Parmi les personnes à risque figurent des millions d'enfants normalement nourris grâce au programme de repas scolaires du PAM. Quelques semaines après la propagation du virus en Afrique, tant d'écoles ont été fermées que 65 millions d'enfants manquent désormais de repas, a déclaré le PAM à l'Associated Press.
Pour de nombreux Africains, la préoccupation immédiate n'est pas le virus – il survit aux blocages.

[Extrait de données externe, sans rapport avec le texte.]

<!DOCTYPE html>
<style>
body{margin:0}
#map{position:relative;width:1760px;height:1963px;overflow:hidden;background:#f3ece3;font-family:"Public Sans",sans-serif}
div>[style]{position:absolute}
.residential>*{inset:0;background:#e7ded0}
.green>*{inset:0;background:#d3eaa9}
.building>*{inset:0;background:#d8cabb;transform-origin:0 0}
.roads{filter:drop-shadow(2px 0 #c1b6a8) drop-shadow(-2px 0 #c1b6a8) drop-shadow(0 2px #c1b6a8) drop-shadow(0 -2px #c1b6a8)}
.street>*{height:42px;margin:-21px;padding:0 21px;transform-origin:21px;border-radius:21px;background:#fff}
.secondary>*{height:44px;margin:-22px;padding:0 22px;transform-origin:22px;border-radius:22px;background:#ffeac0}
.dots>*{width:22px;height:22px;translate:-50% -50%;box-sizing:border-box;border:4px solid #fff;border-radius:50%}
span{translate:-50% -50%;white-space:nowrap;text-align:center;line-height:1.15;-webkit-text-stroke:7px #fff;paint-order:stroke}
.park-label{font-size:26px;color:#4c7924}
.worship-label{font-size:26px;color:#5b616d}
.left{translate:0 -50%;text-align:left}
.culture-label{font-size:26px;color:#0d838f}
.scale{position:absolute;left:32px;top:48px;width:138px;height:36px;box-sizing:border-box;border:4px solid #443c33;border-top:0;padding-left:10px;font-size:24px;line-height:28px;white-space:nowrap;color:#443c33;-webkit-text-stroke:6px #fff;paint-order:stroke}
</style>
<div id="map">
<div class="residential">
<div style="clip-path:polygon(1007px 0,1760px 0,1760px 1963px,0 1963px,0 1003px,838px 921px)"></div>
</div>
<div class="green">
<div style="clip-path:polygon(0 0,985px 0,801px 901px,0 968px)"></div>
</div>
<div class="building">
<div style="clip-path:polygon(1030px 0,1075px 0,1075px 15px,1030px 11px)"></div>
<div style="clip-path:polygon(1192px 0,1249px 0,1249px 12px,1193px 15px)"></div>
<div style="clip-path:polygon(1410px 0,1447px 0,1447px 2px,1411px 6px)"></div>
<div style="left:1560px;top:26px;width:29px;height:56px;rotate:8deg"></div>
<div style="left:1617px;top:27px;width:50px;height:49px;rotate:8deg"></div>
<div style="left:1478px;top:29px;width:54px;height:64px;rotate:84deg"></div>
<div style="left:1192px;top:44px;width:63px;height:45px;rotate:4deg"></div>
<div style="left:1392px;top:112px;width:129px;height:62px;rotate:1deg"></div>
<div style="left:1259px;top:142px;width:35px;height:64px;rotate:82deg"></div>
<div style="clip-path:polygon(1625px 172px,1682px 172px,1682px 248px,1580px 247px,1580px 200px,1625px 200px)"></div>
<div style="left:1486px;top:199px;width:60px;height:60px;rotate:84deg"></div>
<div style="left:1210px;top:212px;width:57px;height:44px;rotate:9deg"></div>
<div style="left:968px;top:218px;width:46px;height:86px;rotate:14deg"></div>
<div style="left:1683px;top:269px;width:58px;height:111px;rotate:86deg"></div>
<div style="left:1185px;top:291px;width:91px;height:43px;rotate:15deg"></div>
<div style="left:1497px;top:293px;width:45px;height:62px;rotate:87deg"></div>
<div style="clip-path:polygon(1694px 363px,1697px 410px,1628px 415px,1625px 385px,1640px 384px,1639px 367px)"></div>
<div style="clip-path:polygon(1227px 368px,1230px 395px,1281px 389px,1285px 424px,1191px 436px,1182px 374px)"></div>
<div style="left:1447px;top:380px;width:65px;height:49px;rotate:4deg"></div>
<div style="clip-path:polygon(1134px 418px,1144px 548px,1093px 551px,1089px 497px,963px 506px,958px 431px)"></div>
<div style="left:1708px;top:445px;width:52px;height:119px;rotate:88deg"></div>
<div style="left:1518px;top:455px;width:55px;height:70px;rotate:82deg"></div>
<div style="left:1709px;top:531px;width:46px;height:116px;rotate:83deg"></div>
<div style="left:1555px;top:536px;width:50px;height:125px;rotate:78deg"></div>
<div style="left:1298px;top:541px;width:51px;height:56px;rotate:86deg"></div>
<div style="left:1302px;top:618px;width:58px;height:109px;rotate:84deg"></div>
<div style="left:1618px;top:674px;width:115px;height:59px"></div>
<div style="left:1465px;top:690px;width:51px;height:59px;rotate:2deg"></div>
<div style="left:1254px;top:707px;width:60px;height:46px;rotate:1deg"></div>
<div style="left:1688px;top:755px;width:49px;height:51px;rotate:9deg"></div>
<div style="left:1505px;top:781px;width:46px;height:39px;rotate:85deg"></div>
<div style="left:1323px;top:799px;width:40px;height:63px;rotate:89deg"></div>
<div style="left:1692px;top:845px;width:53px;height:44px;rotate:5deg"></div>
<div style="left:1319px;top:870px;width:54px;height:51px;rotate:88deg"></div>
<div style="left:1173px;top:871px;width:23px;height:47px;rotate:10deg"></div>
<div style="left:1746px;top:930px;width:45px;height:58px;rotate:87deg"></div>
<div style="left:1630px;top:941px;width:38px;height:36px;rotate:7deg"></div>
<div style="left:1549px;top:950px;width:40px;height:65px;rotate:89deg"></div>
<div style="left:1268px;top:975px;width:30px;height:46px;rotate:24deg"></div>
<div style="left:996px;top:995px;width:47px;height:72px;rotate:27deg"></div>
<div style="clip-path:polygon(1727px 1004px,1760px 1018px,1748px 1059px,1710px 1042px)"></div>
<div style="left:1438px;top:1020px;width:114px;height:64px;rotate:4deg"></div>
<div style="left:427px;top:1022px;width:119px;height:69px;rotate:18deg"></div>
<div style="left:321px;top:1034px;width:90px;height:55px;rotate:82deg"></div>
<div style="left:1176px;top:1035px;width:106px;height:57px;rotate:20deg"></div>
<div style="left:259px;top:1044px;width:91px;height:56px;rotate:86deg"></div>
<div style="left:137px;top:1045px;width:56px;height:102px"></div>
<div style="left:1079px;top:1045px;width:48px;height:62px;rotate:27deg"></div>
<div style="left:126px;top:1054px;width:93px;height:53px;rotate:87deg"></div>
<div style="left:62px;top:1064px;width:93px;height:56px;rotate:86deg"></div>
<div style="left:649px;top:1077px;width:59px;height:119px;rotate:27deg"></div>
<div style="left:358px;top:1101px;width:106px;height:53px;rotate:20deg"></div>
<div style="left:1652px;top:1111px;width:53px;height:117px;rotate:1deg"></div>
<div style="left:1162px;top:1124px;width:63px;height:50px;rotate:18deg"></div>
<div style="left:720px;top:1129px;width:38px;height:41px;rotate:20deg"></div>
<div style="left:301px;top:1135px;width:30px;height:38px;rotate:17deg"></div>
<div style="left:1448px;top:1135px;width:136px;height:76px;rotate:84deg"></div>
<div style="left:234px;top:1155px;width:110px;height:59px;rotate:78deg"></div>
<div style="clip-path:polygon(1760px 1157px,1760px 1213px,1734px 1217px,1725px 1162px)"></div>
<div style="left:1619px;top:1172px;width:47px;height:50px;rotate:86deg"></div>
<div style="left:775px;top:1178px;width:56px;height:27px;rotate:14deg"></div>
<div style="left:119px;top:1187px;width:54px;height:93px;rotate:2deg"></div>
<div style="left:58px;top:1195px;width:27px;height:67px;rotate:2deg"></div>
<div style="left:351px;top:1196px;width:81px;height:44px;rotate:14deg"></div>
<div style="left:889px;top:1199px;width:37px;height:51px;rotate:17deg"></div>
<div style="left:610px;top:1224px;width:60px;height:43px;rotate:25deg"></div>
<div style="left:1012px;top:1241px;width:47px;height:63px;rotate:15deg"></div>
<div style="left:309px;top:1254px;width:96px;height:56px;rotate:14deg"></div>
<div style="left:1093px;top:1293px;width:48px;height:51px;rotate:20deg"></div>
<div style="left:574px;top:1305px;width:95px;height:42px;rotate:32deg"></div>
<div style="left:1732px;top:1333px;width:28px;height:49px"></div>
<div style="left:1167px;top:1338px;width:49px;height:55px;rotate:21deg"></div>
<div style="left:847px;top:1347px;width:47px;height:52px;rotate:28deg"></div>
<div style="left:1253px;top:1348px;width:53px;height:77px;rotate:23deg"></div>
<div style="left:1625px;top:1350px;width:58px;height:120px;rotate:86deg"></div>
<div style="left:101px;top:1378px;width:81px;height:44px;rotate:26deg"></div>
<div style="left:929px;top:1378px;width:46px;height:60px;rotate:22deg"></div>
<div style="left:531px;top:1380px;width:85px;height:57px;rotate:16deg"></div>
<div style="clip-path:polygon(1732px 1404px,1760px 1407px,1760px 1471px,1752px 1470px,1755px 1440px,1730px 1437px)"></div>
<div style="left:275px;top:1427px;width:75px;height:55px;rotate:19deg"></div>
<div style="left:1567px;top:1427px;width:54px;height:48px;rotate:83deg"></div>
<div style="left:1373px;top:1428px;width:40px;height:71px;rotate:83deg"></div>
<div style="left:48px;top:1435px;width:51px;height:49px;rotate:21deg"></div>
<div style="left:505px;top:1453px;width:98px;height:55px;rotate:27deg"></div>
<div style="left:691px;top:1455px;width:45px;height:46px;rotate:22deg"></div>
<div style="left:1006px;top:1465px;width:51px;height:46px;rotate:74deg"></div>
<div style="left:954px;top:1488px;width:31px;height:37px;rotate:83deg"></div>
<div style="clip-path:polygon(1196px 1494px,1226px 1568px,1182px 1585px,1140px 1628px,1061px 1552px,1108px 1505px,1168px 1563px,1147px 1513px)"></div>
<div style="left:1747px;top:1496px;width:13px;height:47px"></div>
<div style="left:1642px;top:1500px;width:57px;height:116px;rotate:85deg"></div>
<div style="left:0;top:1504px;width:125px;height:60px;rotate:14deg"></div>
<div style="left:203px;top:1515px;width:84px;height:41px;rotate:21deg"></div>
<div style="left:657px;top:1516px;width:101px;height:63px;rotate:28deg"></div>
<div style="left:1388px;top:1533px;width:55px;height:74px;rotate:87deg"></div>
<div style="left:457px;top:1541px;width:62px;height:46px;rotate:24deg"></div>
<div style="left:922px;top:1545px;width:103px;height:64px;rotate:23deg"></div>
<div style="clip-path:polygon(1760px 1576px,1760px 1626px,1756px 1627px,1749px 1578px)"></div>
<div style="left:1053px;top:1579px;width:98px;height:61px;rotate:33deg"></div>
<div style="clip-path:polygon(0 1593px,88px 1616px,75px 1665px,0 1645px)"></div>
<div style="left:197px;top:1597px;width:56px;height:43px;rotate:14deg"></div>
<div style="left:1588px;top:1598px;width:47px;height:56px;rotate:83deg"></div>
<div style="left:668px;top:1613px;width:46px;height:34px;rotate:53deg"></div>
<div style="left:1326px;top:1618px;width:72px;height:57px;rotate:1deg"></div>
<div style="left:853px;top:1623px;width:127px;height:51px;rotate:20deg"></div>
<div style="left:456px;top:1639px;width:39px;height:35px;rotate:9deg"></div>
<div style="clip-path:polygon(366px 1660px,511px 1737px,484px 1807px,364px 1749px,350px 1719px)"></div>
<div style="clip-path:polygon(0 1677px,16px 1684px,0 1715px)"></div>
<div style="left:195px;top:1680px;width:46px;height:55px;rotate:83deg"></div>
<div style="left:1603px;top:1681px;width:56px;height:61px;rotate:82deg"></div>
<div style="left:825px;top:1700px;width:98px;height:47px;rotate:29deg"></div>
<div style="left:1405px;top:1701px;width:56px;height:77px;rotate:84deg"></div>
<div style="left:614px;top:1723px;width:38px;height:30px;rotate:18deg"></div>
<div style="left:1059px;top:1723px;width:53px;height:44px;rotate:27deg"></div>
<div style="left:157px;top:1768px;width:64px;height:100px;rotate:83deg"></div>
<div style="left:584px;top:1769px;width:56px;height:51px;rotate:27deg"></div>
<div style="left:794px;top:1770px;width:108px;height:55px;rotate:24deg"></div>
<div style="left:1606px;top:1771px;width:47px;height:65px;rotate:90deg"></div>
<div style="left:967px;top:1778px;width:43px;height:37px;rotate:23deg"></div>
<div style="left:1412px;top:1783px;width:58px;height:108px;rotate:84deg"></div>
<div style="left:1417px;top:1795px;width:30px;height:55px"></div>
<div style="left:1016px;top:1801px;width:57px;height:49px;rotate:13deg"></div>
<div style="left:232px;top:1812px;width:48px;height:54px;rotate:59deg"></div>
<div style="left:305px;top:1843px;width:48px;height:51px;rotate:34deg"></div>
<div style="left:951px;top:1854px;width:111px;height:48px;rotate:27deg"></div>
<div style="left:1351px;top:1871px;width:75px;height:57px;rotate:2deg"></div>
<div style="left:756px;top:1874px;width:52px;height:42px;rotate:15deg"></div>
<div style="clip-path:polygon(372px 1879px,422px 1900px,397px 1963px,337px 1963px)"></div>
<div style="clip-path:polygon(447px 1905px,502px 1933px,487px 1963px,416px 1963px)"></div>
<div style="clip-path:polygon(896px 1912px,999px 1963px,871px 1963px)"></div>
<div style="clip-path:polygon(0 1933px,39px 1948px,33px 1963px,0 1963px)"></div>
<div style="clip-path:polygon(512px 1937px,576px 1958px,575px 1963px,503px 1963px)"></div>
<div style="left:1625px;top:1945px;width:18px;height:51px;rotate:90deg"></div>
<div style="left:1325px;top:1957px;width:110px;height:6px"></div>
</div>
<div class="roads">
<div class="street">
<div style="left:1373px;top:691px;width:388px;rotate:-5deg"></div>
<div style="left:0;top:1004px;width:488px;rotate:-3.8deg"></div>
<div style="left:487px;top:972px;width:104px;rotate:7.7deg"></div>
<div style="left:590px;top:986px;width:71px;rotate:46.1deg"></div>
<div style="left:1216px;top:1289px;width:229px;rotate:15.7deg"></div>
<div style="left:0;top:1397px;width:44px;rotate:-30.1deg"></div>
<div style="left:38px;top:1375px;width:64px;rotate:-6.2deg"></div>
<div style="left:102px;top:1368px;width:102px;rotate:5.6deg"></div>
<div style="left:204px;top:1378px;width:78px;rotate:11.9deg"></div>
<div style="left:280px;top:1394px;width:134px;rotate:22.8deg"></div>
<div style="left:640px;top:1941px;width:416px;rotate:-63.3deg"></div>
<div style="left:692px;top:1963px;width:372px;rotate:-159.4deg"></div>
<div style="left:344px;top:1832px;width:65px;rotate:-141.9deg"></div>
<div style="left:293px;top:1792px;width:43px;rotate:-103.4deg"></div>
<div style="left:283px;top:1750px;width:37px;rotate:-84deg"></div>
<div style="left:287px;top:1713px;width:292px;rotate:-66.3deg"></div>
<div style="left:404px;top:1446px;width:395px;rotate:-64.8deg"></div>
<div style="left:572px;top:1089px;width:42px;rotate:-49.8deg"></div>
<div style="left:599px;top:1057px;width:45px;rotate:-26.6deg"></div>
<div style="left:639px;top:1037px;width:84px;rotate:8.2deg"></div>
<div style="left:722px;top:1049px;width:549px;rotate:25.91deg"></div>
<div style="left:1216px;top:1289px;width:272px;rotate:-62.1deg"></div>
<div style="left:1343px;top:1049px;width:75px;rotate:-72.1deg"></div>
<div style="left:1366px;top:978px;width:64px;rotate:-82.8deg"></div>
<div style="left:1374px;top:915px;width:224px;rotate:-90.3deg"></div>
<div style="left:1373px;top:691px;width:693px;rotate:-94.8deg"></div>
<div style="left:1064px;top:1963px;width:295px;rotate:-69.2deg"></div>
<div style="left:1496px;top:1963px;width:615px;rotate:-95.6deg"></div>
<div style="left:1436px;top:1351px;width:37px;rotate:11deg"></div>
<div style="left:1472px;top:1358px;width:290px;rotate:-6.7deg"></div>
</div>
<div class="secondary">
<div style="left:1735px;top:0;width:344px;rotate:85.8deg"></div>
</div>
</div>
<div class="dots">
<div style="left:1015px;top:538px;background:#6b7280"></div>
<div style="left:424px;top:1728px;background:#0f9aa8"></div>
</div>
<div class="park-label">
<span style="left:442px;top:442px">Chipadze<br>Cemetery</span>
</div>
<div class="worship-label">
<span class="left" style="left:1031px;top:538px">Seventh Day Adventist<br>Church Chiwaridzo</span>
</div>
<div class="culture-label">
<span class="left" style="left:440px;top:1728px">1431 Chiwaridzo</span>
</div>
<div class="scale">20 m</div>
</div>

"La plupart des Africains travaillent dans le secteur informel et doivent sortir tous les jours", a déclaré le chef régional de l'Organisation mondiale de la santé pour l'Afrique, Matshidiso Moeti. "Je pense avant tout à l'accès à la nourriture."
Le virus a mis du temps à se propager en Afrique, qui n'a pas encore connu le nombre considérable de cas et de décès observés dans certaines parties de l'Europe, de l'Asie et des États-Unis. Le continent de près de 1,3 milliard de personnes a signalé un peu plus de 15 000 cas et 815 décès, bien que ces chiffres soient largement sous-déclarés.
Mais si les pertes directes sont encore relativement faibles, la "grande majorité" des économies menacées par la pandémie se trouvent en Afrique, selon le PAM.
"Pour de nombreux pays pauvres, les conséquences économiques seront plus dévastatrices que la maladie elle-même", a déclaré le PAM. L'organisme de bienfaisance britannique Oxfam a averti que si l'Afrique n'obtenait pas d'aide, la lutte contre la pauvreté pourrait être retardée "de 30 ans".
Les Africains ordinaires ne peuvent pas attendre beaucoup d'aide de leurs gouvernements, dont beaucoup sont déjà aux prises avec d'énormes dettes et de faibles réserves de devises. La chute des prix mondiaux du pétrole et des minéraux signifie que les exportations de l'Afrique valent moins maintenant.
Certains prennent des décisions drastiques.
Dans une rue de la capitale du Zimbabwe, Harare, Eugene Wadema avance à grands pas, à la recherche de moyens de transport pour regagner sa maison rurale à 300 kilomètres (186 miles).
Dans les jours précédant le verrouillage, les prix des denrées alimentaires ont grimpé à un rythme que de nombreux Zimbabwéens, déjà martelés par une économie en ruine et le deuxième taux d'inflation le plus élevé au monde, ne pouvaient tout simplement pas supporter.
"Ici, le prix d'un paquet de pommes de terre est maintenant de 40 $. Il était de 15 $ hier", a déclaré Wadema, 23 ans. Elle a dit que sa patrie rurale est l'une des plus chanceuses qui reçoivent encore de l'aide alimentaire, mais elle ne sait pas combien de temps cela durera.
Derrière elle, son mari tient un petit enfant. Deux autres jeunes enfants – des jumeaux de 5 ans – essaient de suivre le rythme lorsqu'ils portent des sacs avec des vêtements et des couvertures. Mais il n'y a pas de nourriture pour le voyage.
"Si nous avions de la nourriture, nous n'irions pas", a déclaré Wadema.
L'écrivain Associated Press Tom Odula à Nairobi, Kenya a contribué à ce rapport.